There will be recessions, so what?
Look at last century, many recessions, a great depression, world wars, oil shocks, rise and fall of communism, pandemics, and probably a thousand other things, But through out all of it, owning good businesses and compounding earnings into more investments absolutely smashed holding gold.
Even if you started your investment program right before the great depression, if you dollar cost averaged into the dow jones, you would have achieved 8% compounded growth.
If the leverage that exists now disappeared the price of everything would collapse because of deflation, including gold, where as fiat currency would go up in relative terms, so your basic premise is wrong when you spout about fiats.
But projections for growth hinge on several assumptions, and the IMF warns of nasty spillovers from policies in some of the world’s biggest economies: like a dangerous government fiscal impasse in America, incomplete reform in Japan, and stagnation and high unemployment across the euro area. Emerging markets, many of which have already seen destabilising capital outflows and sinking asset prices, may struggle to weather the storm.
what was your point?
To see what gold can do during and after a crash go back to 1987 in the charts. Nearly 18 years before it recovered.
To see how holding a portfolio of "good" businesses for income can work open up the monthly charts for AMP, TLS, MQG, and if your data is old enough have a look at OneTel and HIH, all "good" portfolio stocks many moons ago, not so good now for those that retired in 2000.

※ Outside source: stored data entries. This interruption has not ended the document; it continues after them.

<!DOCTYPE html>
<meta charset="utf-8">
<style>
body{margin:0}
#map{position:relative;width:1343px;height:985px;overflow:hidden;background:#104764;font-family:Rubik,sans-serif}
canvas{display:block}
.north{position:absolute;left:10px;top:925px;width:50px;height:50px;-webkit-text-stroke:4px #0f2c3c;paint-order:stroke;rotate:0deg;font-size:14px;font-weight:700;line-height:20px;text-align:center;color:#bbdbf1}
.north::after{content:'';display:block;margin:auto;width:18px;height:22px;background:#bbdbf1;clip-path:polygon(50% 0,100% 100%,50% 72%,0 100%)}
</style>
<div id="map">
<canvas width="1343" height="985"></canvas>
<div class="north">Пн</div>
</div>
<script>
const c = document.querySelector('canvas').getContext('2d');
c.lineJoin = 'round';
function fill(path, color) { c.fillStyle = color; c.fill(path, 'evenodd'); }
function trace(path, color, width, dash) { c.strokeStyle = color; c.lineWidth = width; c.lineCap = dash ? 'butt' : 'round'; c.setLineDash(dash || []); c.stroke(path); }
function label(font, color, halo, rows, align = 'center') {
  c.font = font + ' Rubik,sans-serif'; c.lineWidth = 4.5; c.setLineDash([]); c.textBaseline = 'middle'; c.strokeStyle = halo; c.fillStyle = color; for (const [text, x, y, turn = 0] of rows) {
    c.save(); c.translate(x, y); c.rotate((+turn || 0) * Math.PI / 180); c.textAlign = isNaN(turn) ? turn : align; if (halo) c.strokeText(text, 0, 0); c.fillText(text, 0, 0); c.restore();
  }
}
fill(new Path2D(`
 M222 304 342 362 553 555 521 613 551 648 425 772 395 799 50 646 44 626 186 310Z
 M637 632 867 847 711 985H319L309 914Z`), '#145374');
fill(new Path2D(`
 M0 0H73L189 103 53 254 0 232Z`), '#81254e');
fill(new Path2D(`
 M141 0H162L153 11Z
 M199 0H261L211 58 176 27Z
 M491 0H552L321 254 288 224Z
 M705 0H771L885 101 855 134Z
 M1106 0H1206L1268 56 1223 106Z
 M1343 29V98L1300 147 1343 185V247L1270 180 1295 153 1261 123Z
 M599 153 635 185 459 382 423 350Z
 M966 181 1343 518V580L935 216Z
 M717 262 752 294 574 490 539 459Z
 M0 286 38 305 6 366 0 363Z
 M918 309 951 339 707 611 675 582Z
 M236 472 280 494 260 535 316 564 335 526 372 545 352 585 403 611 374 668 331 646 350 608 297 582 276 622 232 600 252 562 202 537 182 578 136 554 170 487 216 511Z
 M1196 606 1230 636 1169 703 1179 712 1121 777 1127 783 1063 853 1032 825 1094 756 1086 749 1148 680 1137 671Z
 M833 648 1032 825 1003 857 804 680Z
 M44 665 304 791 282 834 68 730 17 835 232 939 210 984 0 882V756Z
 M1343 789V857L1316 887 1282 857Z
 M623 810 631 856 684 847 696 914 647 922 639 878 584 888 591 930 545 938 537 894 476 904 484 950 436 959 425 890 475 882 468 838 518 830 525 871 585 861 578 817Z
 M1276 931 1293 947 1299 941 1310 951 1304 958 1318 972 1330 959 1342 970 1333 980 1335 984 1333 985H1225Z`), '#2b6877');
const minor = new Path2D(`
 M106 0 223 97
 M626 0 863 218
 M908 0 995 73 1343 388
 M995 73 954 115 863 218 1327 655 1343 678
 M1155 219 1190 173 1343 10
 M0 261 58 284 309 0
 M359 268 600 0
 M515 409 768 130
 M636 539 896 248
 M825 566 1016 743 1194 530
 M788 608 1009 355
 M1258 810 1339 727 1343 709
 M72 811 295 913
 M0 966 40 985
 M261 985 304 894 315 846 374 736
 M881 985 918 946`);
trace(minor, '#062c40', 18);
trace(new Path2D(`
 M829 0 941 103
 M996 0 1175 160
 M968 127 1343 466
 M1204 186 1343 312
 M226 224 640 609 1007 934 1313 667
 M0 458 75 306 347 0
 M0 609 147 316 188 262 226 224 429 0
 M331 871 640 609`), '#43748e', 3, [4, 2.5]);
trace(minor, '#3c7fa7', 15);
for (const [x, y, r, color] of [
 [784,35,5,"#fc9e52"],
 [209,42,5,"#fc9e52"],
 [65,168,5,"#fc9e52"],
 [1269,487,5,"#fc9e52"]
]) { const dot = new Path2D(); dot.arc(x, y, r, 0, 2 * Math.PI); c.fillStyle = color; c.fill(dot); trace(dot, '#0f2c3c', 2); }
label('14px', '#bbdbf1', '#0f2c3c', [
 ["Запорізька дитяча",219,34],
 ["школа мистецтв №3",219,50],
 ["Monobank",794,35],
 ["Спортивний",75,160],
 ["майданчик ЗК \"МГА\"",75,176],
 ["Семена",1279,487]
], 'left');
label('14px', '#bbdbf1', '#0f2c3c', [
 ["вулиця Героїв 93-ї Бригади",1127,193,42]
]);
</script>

...if you don't have the skill set required to build a quality portfolio of businesses and property like I suggest, simply buy the index and you will still smash gold long term.
Although, you haven't bothered to actually check the data to verify your claims that the index will smash gold in the long term, have you?
I already posted one chart to show that this has been a patently false statement for some time with the ESY00/GCY00 ratio.